> [ASSIGNMENT]:
The records beneath should be restated word for word.

START DATASET

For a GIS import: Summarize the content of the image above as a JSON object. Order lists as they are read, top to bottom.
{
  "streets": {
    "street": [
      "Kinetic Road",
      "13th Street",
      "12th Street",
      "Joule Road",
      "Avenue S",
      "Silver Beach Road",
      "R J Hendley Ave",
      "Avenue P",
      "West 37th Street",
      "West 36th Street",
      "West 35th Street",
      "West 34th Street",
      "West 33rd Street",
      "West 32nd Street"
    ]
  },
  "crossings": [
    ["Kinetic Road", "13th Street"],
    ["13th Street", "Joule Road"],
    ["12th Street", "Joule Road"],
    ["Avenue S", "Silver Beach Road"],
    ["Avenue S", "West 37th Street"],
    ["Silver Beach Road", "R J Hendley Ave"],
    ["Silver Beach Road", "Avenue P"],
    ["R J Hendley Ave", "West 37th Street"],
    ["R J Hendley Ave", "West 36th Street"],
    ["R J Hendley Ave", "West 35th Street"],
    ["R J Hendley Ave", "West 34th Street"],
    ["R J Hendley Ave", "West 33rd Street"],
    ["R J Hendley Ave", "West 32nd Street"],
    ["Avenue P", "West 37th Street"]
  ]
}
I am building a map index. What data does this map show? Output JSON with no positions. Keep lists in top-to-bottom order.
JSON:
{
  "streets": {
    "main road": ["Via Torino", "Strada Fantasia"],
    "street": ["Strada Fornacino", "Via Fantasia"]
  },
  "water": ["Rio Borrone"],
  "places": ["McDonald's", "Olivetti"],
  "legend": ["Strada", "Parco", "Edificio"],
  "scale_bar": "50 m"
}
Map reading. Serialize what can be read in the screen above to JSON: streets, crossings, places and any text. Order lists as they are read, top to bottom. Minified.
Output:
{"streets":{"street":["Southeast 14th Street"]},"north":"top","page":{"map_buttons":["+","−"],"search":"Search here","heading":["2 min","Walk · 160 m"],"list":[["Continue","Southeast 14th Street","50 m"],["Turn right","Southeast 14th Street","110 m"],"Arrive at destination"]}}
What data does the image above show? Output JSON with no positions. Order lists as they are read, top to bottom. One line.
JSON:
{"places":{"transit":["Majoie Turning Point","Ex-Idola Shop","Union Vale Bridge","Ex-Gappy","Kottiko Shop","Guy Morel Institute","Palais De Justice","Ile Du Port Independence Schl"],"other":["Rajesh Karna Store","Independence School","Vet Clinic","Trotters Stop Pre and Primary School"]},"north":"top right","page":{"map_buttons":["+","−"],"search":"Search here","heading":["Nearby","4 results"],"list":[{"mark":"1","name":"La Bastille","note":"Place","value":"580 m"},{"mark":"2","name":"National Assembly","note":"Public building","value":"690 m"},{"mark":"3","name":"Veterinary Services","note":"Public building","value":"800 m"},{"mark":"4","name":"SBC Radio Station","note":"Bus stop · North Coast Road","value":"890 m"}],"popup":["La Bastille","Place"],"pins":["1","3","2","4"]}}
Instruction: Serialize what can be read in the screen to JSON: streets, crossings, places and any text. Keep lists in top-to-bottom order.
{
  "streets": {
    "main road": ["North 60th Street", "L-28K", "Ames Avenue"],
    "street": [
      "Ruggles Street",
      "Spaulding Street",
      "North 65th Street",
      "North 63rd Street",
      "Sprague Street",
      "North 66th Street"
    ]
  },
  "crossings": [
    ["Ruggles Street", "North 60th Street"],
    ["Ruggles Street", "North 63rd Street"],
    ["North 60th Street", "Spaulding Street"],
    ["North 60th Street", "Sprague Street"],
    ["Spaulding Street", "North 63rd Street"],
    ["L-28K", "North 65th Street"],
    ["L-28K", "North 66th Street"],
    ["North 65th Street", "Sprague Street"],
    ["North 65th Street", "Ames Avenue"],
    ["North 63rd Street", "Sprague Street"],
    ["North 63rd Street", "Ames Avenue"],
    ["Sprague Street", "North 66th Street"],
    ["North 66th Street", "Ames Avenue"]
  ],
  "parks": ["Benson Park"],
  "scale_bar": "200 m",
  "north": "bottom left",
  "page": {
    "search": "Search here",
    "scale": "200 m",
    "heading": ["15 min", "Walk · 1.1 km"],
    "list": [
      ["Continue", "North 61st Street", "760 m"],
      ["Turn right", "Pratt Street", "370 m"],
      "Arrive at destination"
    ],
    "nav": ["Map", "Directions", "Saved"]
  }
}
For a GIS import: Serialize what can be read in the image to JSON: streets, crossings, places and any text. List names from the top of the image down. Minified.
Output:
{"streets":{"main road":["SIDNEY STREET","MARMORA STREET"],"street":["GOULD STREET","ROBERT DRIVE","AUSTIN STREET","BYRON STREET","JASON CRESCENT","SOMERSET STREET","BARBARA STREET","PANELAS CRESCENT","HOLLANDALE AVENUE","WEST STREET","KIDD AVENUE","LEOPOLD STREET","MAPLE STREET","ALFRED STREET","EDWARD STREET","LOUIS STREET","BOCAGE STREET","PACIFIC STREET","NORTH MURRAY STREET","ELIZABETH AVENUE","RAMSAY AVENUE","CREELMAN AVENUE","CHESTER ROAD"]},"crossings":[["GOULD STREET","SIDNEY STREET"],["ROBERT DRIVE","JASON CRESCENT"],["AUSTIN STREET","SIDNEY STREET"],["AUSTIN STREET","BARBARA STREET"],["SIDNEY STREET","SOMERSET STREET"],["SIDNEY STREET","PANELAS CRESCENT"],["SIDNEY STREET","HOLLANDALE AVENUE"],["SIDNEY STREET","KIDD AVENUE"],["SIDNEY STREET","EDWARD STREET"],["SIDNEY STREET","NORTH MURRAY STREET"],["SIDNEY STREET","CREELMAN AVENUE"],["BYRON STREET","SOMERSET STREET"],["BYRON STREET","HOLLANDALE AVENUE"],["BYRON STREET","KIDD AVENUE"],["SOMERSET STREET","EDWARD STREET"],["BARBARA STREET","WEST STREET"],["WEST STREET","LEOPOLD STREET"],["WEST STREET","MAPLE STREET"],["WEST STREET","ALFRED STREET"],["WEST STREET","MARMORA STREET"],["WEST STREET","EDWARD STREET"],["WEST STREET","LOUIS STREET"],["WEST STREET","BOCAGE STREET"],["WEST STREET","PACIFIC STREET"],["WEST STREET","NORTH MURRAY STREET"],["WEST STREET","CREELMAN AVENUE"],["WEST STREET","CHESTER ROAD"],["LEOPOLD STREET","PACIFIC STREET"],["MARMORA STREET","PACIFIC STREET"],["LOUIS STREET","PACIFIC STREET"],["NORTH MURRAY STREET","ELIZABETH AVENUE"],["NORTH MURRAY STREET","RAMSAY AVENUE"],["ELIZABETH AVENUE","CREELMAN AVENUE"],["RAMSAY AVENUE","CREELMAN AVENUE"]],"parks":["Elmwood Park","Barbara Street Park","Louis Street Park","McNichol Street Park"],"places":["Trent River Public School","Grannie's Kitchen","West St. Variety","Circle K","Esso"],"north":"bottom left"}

END DATASET

> [RESPONSE TO THIS TASK]:
For a GIS import: Summarize the content of the image above as a JSON object. Order lists as they are read, top to bottom.
{
  "streets": {
    "street": [
      "Kinetic Road",
      "13th Street",
      "12th Street",
      "Joule Road",
      "Avenue S",
      "Silver Beach Road",
      "R J Hendley Ave",
      "Avenue P",
      "West 37th Street",
      "West 36th Street",
      "West 35th Street",
      "West 34th Street",
      "West 33rd Street",
      "West 32nd Street"
    ]
  },
  "crossings": [
    ["Kinetic Road", "13th Street"],
    ["13th Street", "Joule Road"],
    ["12th Street", "Joule Road"],
    ["Avenue S", "Silver Beach Road"],
    ["Avenue S", "West 37th Street"],
    ["Silver Beach Road", "R J Hendley Ave"],
    ["Silver Beach Road", "Avenue P"],
    ["R J Hendley Ave", "West 37th Street"],
    ["R J Hendley Ave", "West 36th Street"],
    ["R J Hendley Ave", "West 35th Street"],
    ["R J Hendley Ave", "West 34th Street"],
    ["R J Hendley Ave", "West 33rd Street"],
    ["R J Hendley Ave", "West 32nd Street"],
    ["Avenue P", "West 37th Street"]
  ]
}
I am building a map index. What data does this map show? Output JSON with no positions. Keep lists in top-to-bottom order.
JSON:
{
  "streets": {
    "main road": ["Via Torino", "Strada Fantasia"],
    "street": ["Strada Fornacino", "Via Fantasia"]
  },
  "water": ["Rio Borrone"],
  "places": ["McDonald's", "Olivetti"],
  "legend": ["Strada", "Parco", "Edificio"],
  "scale_bar": "50 m"
}
Map reading. Serialize what can be read in the screen above to JSON: streets, crossings, places and any text. Order lists as they are read, top to bottom. Minified.
Output:
{"streets":{"street":["Southeast 14th Street"]},"north":"top","page":{"map_buttons":["+","−"],"search":"Search here","heading":["2 min","Walk · 160 m"],"list":[["Continue","Southeast 14th Street","50 m"],["Turn right","Southeast 14th Street","110 m"],"Arrive at destination"]}}
What data does the image above show? Output JSON with no positions. Order lists as they are read, top to bottom. One line.
JSON:
{"places":{"transit":["Majoie Turning Point","Ex-Idola Shop","Union Vale Bridge","Ex-Gappy","Kottiko Shop","Guy Morel Institute","Palais De Justice","Ile Du Port Independence Schl"],"other":["Rajesh Karna Store","Independence School","Vet Clinic","Trotters Stop Pre and Primary School"]},"north":"top right","page":{"map_buttons":["+","−"],"search":"Search here","heading":["Nearby","4 results"],"list":[{"mark":"1","name":"La Bastille","note":"Place","value":"580 m"},{"mark":"2","name":"National Assembly","note":"Public building","value":"690 m"},{"mark":"3","name":"Veterinary Services","note":"Public building","value":"800 m"},{"mark":"4","name":"SBC Radio Station","note":"Bus stop · North Coast Road","value":"890 m"}],"popup":["La Bastille","Place"],"pins":["1","3","2","4"]}}
Instruction: Serialize what can be read in the screen to JSON: streets, crossings, places and any text. Keep lists in top-to-bottom order.
{
  "streets": {
    "main road": ["North 60th Street", "L-28K", "Ames Avenue"],
    "street": [
      "Ruggles Street",
      "Spaulding Street",
      "North 65th Street",
      "North 63rd Street",
      "Sprague Street",
      "North 66th Street"
    ]
  },
  "crossings": [
    ["Ruggles Street", "North 60th Street"],
    ["Ruggles Street", "North 63rd Street"],
    ["North 60th Street", "Spaulding Street"],
    ["North 60th Street", "Sprague Street"],
    ["Spaulding Street", "North 63rd Street"],
    ["L-28K", "North 65th Street"],
    ["L-28K", "North 66th Street"],
    ["North 65th Street", "Sprague Street"],
    ["North 65th Street", "Ames Avenue"],
    ["North 63rd Street", "Sprague Street"],
    ["North 63rd Street", "Ames Avenue"],
    ["Sprague Street", "North 66th Street"],
    ["North 66th Street", "Ames Avenue"]
  ],
  "parks": ["Benson Park"],
  "scale_bar": "200 m",
  "north": "bottom left",
  "page": {
    "search": "Search here",
    "scale": "200 m",
    "heading": ["15 min", "Walk · 1.1 km"],
    "list": [
      ["Continue", "North 61st Street", "760 m"],
      ["Turn right", "Pratt Street", "370 m"],
      "Arrive at destination"
    ],
    "nav": ["Map", "Directions", "Saved"]
  }
}
For a GIS import: Serialize what can be read in the image to JSON: streets, crossings, places and any text. List names from the top of the image down. Minified.
Output:
{"streets":{"main road":["SIDNEY STREET","MARMORA STREET"],"street":["GOULD STREET","ROBERT DRIVE","AUSTIN STREET","BYRON STREET","JASON CRESCENT","SOMERSET STREET","BARBARA STREET","PANELAS CRESCENT","HOLLANDALE AVENUE","WEST STREET","KIDD AVENUE","LEOPOLD STREET","MAPLE STREET","ALFRED STREET","EDWARD STREET","LOUIS STREET","BOCAGE STREET","PACIFIC STREET","NORTH MURRAY STREET","ELIZABETH AVENUE","RAMSAY AVENUE","CREELMAN AVENUE","CHESTER ROAD"]},"crossings":[["GOULD STREET","SIDNEY STREET"],["ROBERT DRIVE","JASON CRESCENT"],["AUSTIN STREET","SIDNEY STREET"],["AUSTIN STREET","BARBARA STREET"],["SIDNEY STREET","SOMERSET STREET"],["SIDNEY STREET","PANELAS CRESCENT"],["SIDNEY STREET","HOLLANDALE AVENUE"],["SIDNEY STREET","KIDD AVENUE"],["SIDNEY STREET","EDWARD STREET"],["SIDNEY STREET","NORTH MURRAY STREET"],["SIDNEY STREET","CREELMAN AVENUE"],["BYRON STREET","SOMERSET STREET"],["BYRON STREET","HOLLANDALE AVENUE"],["BYRON STREET","KIDD AVENUE"],["SOMERSET STREET","EDWARD STREET"],["BARBARA STREET","WEST STREET"],["WEST STREET","LEOPOLD STREET"],["WEST STREET","MAPLE STREET"],["WEST STREET","ALFRED STREET"],["WEST STREET","MARMORA STREET"],["WEST STREET","EDWARD STREET"],["WEST STREET","LOUIS STREET"],["WEST STREET","BOCAGE STREET"],["WEST STREET","PACIFIC STREET"],["WEST STREET","NORTH MURRAY STREET"],["WEST STREET","CREELMAN AVENUE"],["WEST STREET","CHESTER ROAD"],["LEOPOLD STREET","PACIFIC STREET"],["MARMORA STREET","PACIFIC STREET"],["LOUIS STREET","PACIFIC STREET"],["NORTH MURRAY STREET","ELIZABETH AVENUE"],["NORTH MURRAY STREET","RAMSAY AVENUE"],["ELIZABETH AVENUE","CREELMAN AVENUE"],["RAMSAY AVENUE","CREELMAN AVENUE"]],"parks":["Elmwood Park","Barbara Street Park","Louis Street Park","McNichol Street Park"],"places":["Trent River Public School","Grannie's Kitchen","West St. Variety","Circle K","Esso"],"north":"bottom left"}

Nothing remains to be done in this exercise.